Next, we leverage human mobility to inform offloading tasks, taking a data based approach leveraging granular mobility datasets from two cities: Porto and Beijing. We evaluate the offloading opportunities (ORs) provided to users while they are travelling in terms of availability, time window to offload, and offloading delay. Results show that in 50% of the trips, users spend more than 48% of the travel time inside ORs extracted according to the proposed method. Moreover, results also show that (i) attending to users mobility, ten seconds is the minimum offloading time window that can be considered; (ii) offloading predictive methods can have variable performance according to the period of the day; and (iii) per-user opportunistic decision models can determine offloading system design and performance. This work was published at ACM CHANTS 2018 (jointly with ACM MobiCom)  45. Next we extended the above work as following.

We then assess the mobility predictability in an offloading scenario using theoretical and algorithmic evaluation of several mobility predictors. The results show that mobility predictability for offloading purposes is far more challenging than mobility between PoIs. Here, machine learning (ML) predictors outperform common Markov Chain (MC) predictors used in the literature by at least 15%, revealing the importance of context information in an offloading scenario. The conclusions and findings on offloading mobility properties are likely to generalise for varied urban scenarios given the high degree of similarity between the results obtained for the two different and independently collected mobility datasets.

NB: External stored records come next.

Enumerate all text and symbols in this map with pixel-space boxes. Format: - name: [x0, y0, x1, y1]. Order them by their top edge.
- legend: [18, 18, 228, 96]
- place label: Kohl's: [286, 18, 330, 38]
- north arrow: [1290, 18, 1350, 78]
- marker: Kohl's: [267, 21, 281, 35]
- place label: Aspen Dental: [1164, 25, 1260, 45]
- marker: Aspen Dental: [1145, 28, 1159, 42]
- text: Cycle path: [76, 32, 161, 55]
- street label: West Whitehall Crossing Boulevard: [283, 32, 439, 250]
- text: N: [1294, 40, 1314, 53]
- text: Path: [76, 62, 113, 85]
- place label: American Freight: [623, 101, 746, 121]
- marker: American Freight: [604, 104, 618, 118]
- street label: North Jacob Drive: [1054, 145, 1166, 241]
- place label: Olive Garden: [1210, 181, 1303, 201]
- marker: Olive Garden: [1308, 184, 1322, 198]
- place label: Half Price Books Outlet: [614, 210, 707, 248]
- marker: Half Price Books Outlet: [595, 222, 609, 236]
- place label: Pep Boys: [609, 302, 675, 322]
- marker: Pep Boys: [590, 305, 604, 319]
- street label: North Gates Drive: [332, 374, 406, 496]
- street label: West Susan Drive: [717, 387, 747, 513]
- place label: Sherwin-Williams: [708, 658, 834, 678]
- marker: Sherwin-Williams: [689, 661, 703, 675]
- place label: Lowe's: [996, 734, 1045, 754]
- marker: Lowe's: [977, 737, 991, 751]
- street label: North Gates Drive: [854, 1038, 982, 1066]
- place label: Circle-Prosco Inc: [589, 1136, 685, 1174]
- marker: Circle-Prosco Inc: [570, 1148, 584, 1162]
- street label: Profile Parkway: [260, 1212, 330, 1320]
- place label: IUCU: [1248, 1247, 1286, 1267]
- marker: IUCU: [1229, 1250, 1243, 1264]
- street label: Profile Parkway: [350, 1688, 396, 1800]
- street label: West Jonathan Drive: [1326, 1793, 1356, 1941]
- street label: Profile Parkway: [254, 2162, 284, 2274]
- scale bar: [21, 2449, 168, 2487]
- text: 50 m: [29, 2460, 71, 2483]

This last extended work is under submission at the IEEE Trans. on Mobile Computing (TMC) journal.

This is an on-going work with the PhD Emanuel Lima, a collaboration started when he spent 4 months in 2018 as an intern in our previous team, and his advisors.

8.11.6 Identifying how places impact each other by means of user mobility

Participants: Lucas Santos de Oliveira [EMBRACE], Pedro Olmo Stancioli [Federal U. of Minas Gerais], Aline Carneiro Viana.

The way in which city neighborhoods become popular and how people trajectory impacts the number of visitation is a fundamental area of study in traditional urban studies literature. Many works address this problem by means of user mobility prediction and PoI recommendation.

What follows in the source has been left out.